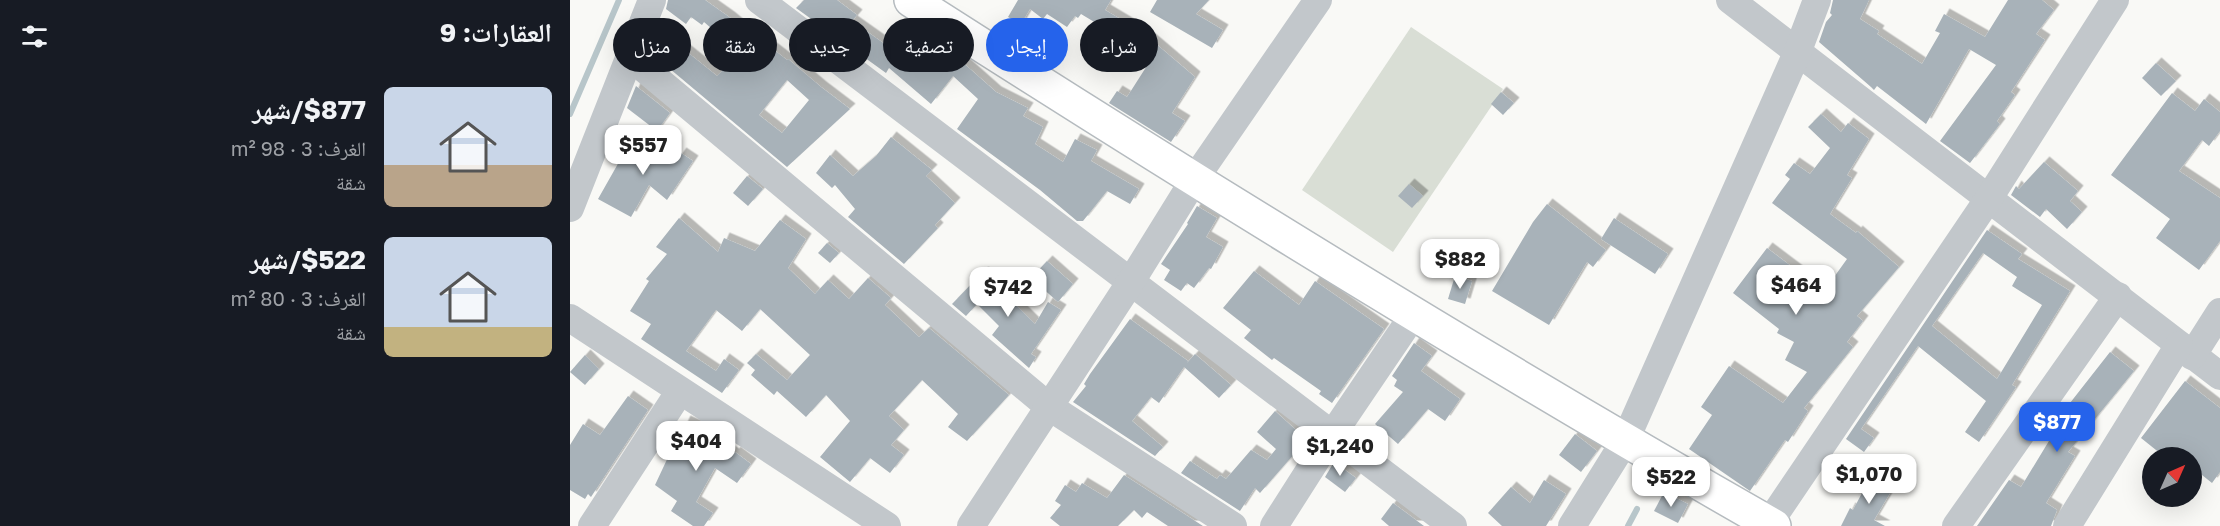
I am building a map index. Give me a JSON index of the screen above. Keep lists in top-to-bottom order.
{
  "north": "top right",
  "page": {
    "heading": "العقارات: 9",
    "chip": [
      "شراء",
      "إيجار",
      "تصفية",
      "جديد",
      "شقة",
      "منزل"
    ],
    "list": [
      {
        "name": "$877/شهر",
        "note": "الغرف: 3 · 98 m² · شقة"
      },
      {
        "name": "$522/شهر",
        "note": "الغرف: 3 · 80 m² · شقة"
      }
    ],
    "price": [
      "$557",
      "$882",
      "$464",
      "$742",
      "$877",
      "$404",
      "$1,240",
      "$1,070",
      "$522"
    ]
  }
}
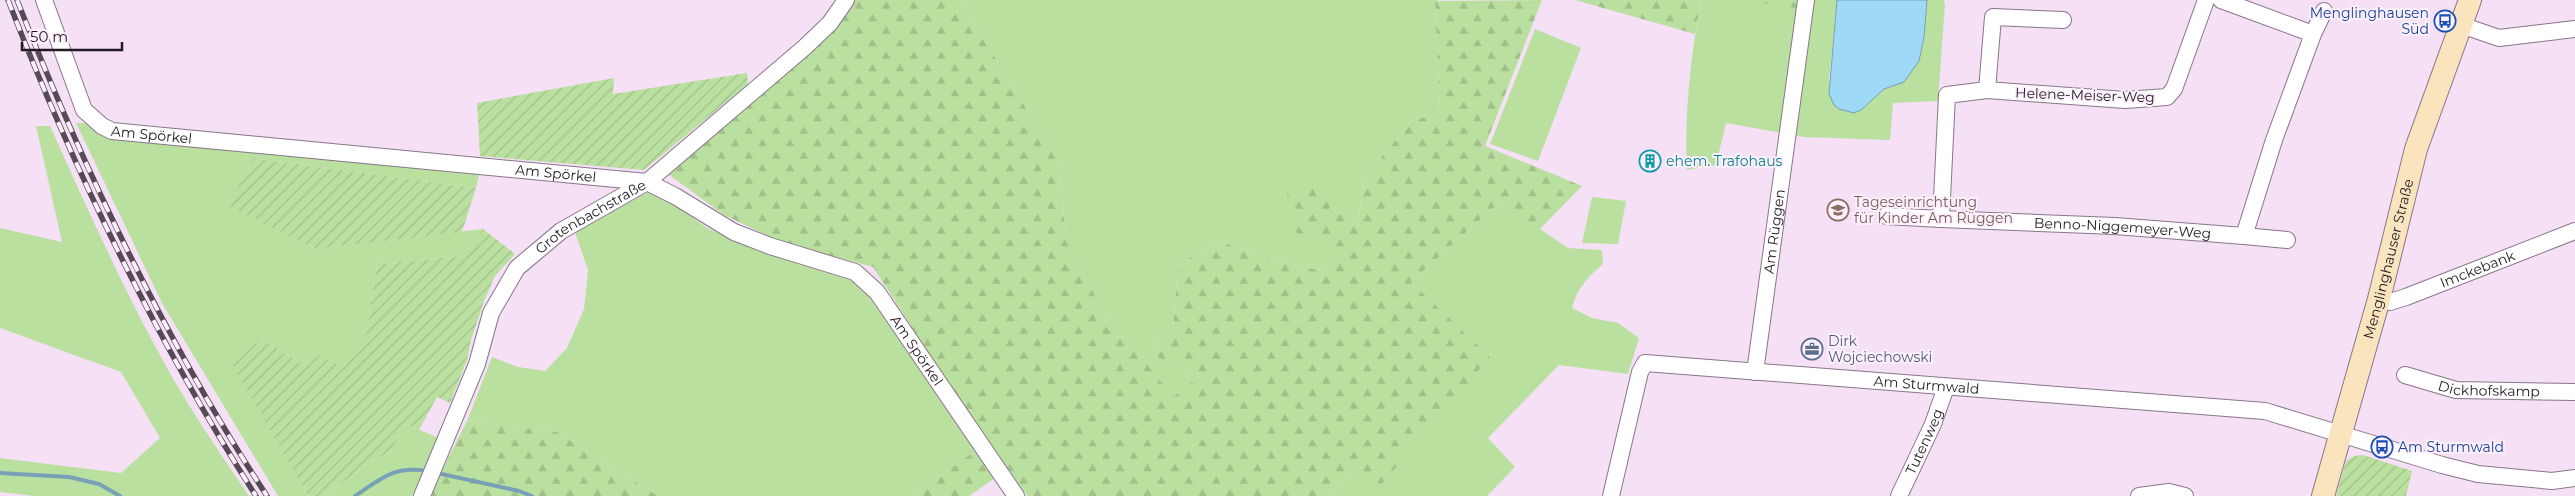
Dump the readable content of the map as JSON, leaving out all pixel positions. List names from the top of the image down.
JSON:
{
  "streets": {
    "street": [
      "Helene-Meiser-Weg",
      "Am Spörkel",
      "Grotenbachstraße",
      "Benno-Niggemeyer-Weg",
      "Am Rüggen",
      "Menglinghauser Straße",
      "Imckebank",
      "Am Sturmwald",
      "Dickhofskamp",
      "Tutenweg"
    ]
  },
  "crossings": [
    ["Helene-Meiser-Weg", "Benno-Niggemeyer-Weg"],
    ["Am Spörkel", "Grotenbachstraße"],
    ["Am Rüggen", "Am Sturmwald"],
    ["Menglinghauser Straße", "Imckebank"],
    ["Menglinghauser Straße", "Am Sturmwald"],
    ["Am Sturmwald", "Tutenweg"]
  ],
  "places": {
    "bus stop": ["Menglinghausen Süd", "Am Sturmwald"],
    "building": ["ehem. Trafohaus"],
    "school or university": ["Tageseinrichtung für Kinder Am Rüggen"],
    "office": ["Dirk Wojciechowski"]
  },
  "scale_bar": "50 m"
}
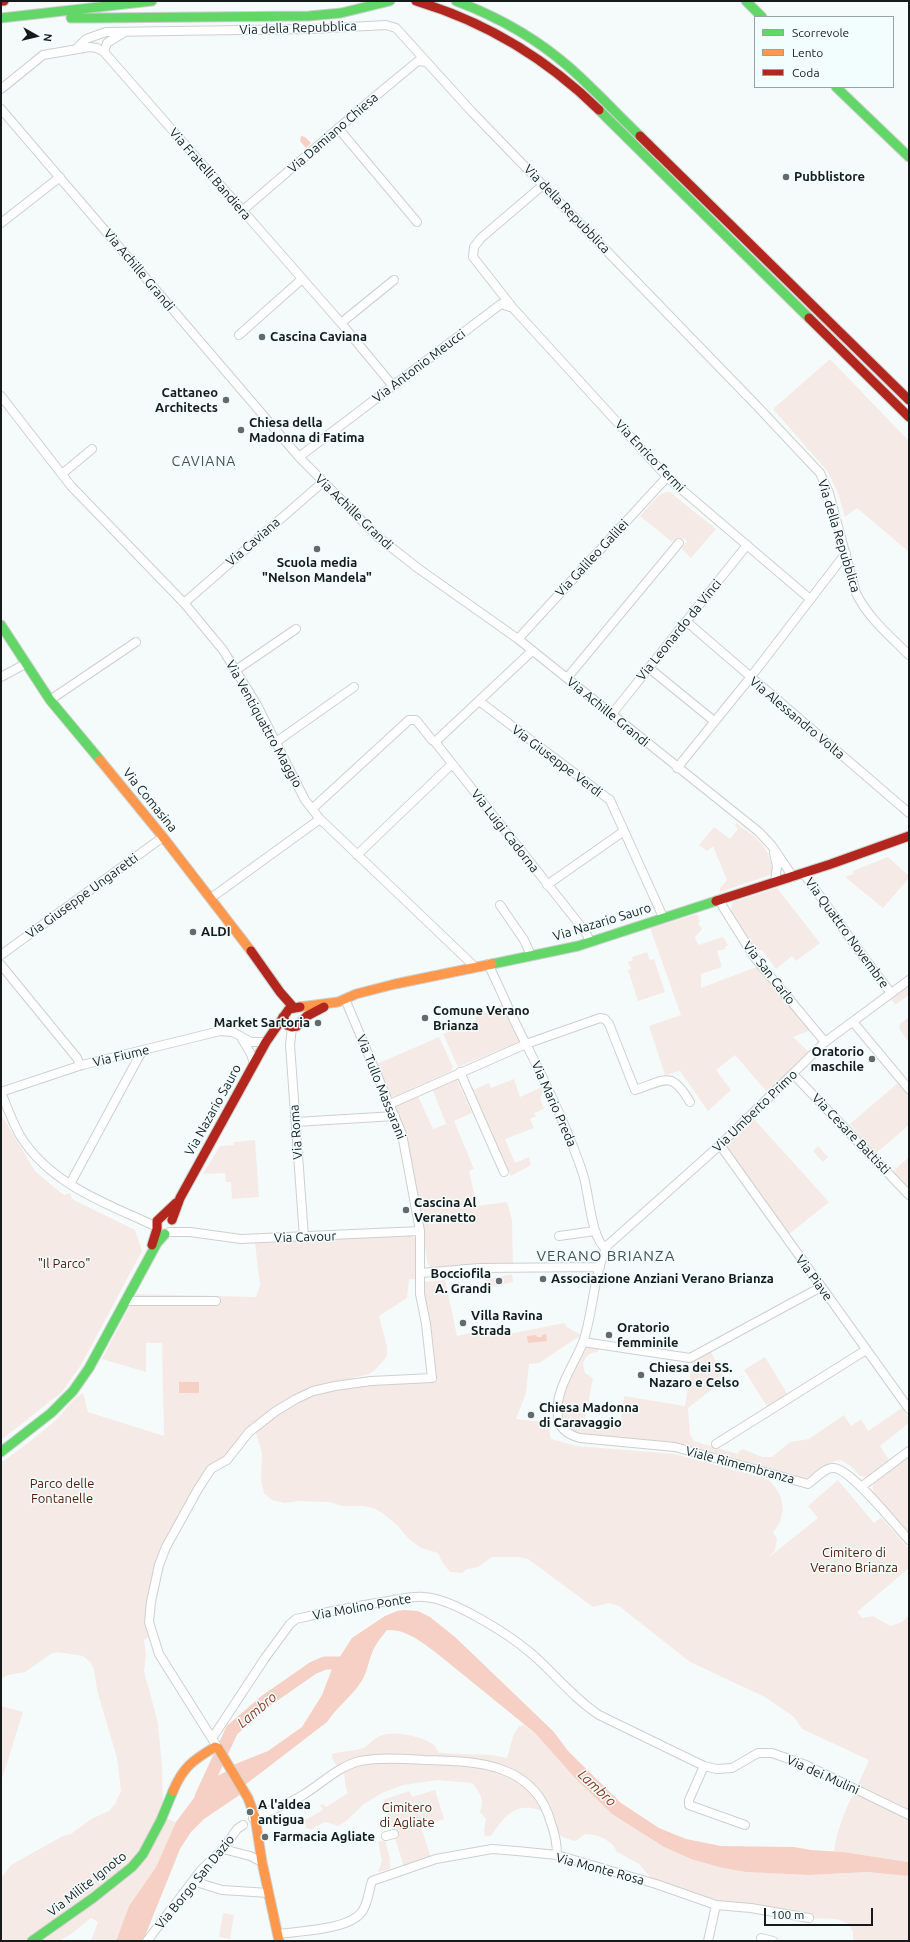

### Assignment
The output should consist of the records above, reproduced exactly, without pictures.

### Problem solution
I am building a map index. Give me a JSON index of the screen above. Keep lists in top-to-bottom order.
{
  "north": "top right",
  "page": {
    "heading": "العقارات: 9",
    "chip": [
      "شراء",
      "إيجار",
      "تصفية",
      "جديد",
      "شقة",
      "منزل"
    ],
    "list": [
      {
        "name": "$877/شهر",
        "note": "الغرف: 3 · 98 m² · شقة"
      },
      {
        "name": "$522/شهر",
        "note": "الغرف: 3 · 80 m² · شقة"
      }
    ],
    "price": [
      "$557",
      "$882",
      "$464",
      "$742",
      "$877",
      "$404",
      "$1,240",
      "$1,070",
      "$522"
    ]
  }
}
Dump the readable content of the map as JSON, leaving out all pixel positions. List names from the top of the image down.
JSON:
{
  "streets": {
    "street": [
      "Helene-Meiser-Weg",
      "Am Spörkel",
      "Grotenbachstraße",
      "Benno-Niggemeyer-Weg",
      "Am Rüggen",
      "Menglinghauser Straße",
      "Imckebank",
      "Am Sturmwald",
      "Dickhofskamp",
      "Tutenweg"
    ]
  },
  "crossings": [
    ["Helene-Meiser-Weg", "Benno-Niggemeyer-Weg"],
    ["Am Spörkel", "Grotenbachstraße"],
    ["Am Rüggen", "Am Sturmwald"],
    ["Menglinghauser Straße", "Imckebank"],
    ["Menglinghauser Straße", "Am Sturmwald"],
    ["Am Sturmwald", "Tutenweg"]
  ],
  "places": {
    "bus stop": ["Menglinghausen Süd", "Am Sturmwald"],
    "building": ["ehem. Trafohaus"],
    "school or university": ["Tageseinrichtung für Kinder Am Rüggen"],
    "office": ["Dirk Wojciechowski"]
  },
  "scale_bar": "50 m"
}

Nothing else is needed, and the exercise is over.